◆ **Work item**
I need each line of the entries below that includes the string "muted".

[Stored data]
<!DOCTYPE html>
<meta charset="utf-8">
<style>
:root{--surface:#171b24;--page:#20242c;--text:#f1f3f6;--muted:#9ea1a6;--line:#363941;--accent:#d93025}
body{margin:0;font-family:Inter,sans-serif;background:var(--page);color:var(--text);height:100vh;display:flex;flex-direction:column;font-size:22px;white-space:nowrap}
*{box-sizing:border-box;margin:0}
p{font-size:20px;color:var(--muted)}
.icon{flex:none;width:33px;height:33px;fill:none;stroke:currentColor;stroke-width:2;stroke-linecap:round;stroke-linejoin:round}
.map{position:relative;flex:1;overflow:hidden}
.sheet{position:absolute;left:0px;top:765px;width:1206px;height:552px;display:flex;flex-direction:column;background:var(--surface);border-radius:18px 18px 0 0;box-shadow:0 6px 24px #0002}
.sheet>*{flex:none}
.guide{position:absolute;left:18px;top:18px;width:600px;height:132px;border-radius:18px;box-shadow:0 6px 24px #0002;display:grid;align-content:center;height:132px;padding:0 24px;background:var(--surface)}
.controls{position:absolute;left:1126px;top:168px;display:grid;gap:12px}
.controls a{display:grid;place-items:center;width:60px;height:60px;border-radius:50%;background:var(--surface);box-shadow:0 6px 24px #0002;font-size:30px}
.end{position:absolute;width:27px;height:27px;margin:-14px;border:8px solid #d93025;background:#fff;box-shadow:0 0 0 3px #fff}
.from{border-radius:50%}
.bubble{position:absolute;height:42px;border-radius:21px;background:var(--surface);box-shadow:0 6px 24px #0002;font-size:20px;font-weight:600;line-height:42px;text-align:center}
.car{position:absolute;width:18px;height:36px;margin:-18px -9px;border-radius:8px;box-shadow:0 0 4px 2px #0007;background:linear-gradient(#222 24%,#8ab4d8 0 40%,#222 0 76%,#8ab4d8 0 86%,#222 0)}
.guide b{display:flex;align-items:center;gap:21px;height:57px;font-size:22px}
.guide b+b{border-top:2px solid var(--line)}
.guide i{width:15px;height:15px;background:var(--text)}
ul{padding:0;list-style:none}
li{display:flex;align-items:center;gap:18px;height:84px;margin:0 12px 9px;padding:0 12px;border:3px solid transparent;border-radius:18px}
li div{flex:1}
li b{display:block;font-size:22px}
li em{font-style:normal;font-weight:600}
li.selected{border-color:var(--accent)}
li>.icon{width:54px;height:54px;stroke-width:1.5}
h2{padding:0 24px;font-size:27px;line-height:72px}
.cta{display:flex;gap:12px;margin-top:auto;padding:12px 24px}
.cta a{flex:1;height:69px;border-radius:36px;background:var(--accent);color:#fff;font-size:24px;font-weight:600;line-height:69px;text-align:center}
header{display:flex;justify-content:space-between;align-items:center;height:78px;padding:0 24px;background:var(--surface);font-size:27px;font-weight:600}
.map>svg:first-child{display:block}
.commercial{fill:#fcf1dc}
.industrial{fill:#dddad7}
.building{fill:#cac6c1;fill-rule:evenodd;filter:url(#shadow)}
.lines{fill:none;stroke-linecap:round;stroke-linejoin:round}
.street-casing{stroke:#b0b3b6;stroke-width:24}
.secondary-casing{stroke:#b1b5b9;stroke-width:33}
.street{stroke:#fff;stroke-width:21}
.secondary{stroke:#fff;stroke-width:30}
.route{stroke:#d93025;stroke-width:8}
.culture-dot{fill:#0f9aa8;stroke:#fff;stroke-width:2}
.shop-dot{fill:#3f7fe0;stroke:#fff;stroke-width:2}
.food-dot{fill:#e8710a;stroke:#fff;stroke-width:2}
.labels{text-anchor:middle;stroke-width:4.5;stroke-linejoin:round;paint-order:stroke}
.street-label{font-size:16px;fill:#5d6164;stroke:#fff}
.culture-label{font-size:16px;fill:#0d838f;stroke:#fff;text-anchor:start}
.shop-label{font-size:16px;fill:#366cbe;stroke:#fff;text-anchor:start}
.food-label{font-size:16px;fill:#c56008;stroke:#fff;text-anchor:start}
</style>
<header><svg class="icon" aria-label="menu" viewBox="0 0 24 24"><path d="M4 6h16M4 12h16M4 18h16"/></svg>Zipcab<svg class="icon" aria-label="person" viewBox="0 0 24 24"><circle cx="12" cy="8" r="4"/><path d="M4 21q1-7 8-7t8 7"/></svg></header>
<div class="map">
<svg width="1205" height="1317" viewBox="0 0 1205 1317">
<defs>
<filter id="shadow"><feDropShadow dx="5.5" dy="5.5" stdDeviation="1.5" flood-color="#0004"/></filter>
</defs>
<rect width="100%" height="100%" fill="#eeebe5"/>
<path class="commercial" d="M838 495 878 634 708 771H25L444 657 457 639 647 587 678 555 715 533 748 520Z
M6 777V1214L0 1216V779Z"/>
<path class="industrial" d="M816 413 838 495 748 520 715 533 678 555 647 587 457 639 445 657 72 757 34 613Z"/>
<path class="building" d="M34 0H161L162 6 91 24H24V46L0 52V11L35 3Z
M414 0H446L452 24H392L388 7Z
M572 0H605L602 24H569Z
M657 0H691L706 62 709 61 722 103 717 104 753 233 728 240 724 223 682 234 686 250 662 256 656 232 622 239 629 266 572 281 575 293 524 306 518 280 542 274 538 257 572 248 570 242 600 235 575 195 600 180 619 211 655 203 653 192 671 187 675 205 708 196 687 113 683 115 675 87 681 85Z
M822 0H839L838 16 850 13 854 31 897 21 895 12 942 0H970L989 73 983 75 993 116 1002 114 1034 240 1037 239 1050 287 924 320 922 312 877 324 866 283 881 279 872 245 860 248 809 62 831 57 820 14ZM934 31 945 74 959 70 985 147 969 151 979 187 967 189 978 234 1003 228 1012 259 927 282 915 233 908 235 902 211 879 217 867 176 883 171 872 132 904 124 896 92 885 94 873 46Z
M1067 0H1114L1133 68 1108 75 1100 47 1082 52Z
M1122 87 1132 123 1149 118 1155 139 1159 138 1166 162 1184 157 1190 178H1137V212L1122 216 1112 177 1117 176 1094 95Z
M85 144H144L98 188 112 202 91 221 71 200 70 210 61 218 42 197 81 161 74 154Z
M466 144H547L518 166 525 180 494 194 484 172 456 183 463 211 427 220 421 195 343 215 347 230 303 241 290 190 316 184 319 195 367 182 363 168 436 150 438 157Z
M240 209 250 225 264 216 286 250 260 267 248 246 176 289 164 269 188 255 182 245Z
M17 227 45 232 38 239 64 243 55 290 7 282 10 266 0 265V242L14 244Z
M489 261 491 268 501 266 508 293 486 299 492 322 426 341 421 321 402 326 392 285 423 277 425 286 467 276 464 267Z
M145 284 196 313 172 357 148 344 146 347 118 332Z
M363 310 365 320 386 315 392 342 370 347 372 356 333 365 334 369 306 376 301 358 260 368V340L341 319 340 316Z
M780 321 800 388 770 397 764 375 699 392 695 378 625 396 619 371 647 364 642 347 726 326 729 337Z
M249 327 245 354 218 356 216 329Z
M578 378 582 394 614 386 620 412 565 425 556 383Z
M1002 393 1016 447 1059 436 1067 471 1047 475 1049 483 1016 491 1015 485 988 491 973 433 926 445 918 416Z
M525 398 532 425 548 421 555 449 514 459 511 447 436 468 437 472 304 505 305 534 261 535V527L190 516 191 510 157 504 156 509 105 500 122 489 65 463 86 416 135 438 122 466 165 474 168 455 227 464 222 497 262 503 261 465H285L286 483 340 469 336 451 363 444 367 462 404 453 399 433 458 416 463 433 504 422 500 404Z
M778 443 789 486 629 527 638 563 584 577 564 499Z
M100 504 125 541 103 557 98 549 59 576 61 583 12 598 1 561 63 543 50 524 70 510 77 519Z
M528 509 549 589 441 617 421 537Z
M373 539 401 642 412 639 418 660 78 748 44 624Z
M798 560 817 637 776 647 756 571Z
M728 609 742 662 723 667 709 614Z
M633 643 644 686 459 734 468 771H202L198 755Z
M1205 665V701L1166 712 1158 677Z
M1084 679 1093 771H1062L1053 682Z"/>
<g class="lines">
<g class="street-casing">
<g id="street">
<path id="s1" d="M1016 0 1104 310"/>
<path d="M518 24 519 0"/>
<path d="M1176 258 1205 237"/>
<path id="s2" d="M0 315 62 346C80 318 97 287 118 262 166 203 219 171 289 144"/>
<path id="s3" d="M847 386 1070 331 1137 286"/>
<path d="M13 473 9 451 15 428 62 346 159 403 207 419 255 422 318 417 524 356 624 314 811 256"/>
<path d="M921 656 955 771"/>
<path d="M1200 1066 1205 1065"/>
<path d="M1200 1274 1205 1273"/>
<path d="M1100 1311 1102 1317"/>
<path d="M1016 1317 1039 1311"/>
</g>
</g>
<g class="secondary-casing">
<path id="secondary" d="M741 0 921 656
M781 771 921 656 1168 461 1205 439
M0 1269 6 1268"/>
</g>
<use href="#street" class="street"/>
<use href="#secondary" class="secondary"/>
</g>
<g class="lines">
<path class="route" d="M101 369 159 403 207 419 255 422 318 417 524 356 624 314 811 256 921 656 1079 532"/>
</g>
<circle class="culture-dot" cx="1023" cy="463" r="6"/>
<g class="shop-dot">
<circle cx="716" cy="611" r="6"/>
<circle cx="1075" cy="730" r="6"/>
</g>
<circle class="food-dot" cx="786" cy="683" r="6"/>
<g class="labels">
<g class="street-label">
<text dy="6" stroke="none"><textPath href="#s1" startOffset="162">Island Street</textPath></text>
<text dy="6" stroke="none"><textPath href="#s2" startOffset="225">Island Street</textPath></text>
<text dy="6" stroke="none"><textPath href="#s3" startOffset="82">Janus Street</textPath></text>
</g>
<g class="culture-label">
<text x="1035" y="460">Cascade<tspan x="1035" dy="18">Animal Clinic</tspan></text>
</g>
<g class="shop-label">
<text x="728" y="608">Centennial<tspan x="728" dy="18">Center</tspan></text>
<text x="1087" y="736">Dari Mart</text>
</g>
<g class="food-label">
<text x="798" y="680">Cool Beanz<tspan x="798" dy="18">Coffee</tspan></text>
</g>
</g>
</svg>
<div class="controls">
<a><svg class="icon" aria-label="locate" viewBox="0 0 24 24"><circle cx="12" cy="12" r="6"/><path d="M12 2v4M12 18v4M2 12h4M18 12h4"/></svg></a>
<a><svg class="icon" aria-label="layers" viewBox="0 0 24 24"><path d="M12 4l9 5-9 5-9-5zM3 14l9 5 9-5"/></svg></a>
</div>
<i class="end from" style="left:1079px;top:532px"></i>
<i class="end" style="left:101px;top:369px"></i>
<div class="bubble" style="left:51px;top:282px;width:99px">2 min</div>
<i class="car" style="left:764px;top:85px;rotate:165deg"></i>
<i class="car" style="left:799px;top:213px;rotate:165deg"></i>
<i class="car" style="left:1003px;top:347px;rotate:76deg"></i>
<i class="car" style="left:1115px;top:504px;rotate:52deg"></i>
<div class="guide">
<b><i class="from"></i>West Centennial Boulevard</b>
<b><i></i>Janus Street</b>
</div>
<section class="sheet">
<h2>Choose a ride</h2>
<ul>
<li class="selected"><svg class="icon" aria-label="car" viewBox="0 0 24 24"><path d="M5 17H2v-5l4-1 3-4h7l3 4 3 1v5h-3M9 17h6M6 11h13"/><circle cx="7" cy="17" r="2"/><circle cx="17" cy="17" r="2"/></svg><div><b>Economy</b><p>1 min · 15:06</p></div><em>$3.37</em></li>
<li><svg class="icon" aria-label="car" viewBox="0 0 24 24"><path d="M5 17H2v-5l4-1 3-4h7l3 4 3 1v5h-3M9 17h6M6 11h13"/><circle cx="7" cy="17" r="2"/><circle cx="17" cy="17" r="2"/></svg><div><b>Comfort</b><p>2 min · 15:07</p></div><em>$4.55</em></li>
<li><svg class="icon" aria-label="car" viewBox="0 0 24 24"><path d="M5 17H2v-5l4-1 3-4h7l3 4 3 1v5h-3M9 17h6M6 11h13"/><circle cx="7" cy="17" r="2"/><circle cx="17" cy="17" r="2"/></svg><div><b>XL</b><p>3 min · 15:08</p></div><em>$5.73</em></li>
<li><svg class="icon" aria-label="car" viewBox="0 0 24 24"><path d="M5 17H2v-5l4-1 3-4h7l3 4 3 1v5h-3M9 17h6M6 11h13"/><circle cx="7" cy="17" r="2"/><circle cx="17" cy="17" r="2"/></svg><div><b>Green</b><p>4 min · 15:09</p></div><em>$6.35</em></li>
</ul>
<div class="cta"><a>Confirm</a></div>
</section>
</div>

◆ **Problem solution**
:root{--surface:#171b24;--page:#20242c;--text:#f1f3f6;--muted:#9ea1a6;--line:#363941;--accent:#d93025}
p{font-size:20px;color:var(--muted)}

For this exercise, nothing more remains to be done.